Un’opera misteriosa, sfuggente e affascinante, dall’inconfondibile penna di Antonio Moresco
Intervistato su questo suo ultimo lavoro, La lucina, edito da Mondadori, Antonio Moresco dichiara di non essere in grado di parlarne. Si tratta infatti, come sottolinea lo stesso scrittore nella Lettera all’Editore, di un’opera intima e segreta, “testamentaria”, una scatola nera scaturita da una zona molto profonda della sua vita che è cresciuta a poco a poco fino a diventare troppo grande ed esigente per poter essere inglobata nel prossimo corposo romanzo a cui l’autore sta lavorando, Gli increati. Al lettore non resta dunque che aprire questo piccolo grande racconto e lasciarsi trascinare dallo stile inconfondibile di Moresco attraverso il borgo deserto immerso nel bosco dove l’anonimo protagonista ha deciso di rintanarsi per “sparire”, e di incuriosirsi con lui alla scoperta di una lucina che si accende ogni sera, alla stessa ora, sulla montagna di fronte, lì dove non dovrebbe esserci nessuno. Dietro quel muto segnale intermittente l’uomo scoprirà esserci la più improbabile delle figure: un bambino con la testa rasata e un dentino rotto che vive, solo e completamente autonomo, in una piccola casa di pietra, e che sembra non appartenere a questo mondo né a questo tempo.
Attraverso una scrittura “scandalosamente semplice” Moresco riesce a tessere una fiaba misteriosa e complessa sul grande quesito filosofico che da sempre affligge l’animo umano: il senso profondo dell’esistenza. A fare da sfondo a questa incessante e dolorosa ricerca vi è una natura ottusa, di leopardiana memoria, contro la quale puntualmente si infrangono le continue domande del protagonista. In quella “disperazione vegetale” dunque si riflette quella dell’intera umanità, nel suo moltiplicarsi le stesse dinamiche della società – “tutte queste vite che si imprigionano le une con le altre, questa creazione continua di colonie per occupare sempre più grandi porzioni di territorio e sottrarlo agli altri.
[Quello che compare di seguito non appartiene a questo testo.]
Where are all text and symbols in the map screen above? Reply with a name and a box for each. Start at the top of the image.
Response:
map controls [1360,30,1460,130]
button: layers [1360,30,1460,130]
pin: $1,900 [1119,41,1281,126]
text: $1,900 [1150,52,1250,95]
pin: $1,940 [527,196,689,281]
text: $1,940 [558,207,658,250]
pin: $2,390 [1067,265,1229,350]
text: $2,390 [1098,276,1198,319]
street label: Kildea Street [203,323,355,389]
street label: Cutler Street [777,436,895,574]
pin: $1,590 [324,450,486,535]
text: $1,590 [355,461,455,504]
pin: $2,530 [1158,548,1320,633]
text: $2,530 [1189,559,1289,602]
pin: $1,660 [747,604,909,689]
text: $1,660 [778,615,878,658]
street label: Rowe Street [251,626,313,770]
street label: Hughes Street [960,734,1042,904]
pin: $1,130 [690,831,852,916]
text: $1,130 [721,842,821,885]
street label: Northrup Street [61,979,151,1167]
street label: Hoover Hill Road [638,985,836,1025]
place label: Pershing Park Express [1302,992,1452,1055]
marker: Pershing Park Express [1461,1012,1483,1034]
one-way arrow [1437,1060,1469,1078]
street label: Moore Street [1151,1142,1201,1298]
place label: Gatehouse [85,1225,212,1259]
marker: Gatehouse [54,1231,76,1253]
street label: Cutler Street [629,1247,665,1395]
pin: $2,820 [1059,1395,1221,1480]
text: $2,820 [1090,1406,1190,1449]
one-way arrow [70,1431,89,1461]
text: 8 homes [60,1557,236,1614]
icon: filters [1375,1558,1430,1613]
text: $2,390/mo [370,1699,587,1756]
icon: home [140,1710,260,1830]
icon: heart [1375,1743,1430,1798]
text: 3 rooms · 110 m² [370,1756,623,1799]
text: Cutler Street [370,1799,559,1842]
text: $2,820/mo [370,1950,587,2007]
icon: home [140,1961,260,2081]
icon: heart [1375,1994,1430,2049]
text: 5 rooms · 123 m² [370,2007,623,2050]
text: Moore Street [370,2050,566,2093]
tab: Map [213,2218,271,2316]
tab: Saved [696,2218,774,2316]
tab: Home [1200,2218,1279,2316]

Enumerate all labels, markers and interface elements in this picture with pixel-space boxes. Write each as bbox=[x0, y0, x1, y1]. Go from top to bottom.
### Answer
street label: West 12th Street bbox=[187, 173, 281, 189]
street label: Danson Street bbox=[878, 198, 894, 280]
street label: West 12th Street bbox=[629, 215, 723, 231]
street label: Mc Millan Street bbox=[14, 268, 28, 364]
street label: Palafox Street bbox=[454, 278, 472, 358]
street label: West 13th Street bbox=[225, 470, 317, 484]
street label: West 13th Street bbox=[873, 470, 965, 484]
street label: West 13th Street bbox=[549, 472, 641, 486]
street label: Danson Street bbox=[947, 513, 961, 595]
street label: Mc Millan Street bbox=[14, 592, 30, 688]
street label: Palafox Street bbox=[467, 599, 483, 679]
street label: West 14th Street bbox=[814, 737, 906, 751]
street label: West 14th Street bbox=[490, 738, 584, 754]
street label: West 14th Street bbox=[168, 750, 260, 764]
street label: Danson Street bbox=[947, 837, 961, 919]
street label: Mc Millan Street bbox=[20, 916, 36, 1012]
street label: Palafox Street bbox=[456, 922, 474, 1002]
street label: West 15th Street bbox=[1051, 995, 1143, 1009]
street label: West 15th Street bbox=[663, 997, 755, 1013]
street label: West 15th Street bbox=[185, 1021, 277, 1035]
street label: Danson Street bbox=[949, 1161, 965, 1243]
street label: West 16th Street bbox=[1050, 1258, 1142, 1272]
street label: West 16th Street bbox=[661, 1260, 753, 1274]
Perché?” – con la differenza sostanziale che mentre l’uomo è destinato a scomparire, la natura continuerà a vivere in eterno riprendendosi ciò che le è stato negato: “nuove città risagomate e nuove visioni vegetali urbane fagocitate si affacceranno alle masse orizzontali liquide dei mari, degli oceani, lanciando ancora più avanti i loro uncini per ricongiungersi alle foreste dormienti sotto le loro acque mute nell’oscurità più profonda, per destarle dal loro sonno e ricoprire il mondo”.
“Non c’è niente! Non c’è niente! C’è solo, da ogni parte, questo disperato pullulare di vita e morte attraverso il tempo, lo spazio, questo disperato fantasticare” è l’amara conclusione del protagonista. A questo punto allora l’unica soluzione sembra quella di lasciarsi incantare da quella sirena di luce fioca (la Letteratura? l’Illusione?) capace di distrarre, almeno per qualche istante, dall’infelicità, proiettandoci in un altrove in cui realtà e finzione, vita e morte, tempo e spazio si con-fondono e l’uno si riscopre parte del tutto nell’eterno cerchio del divenire.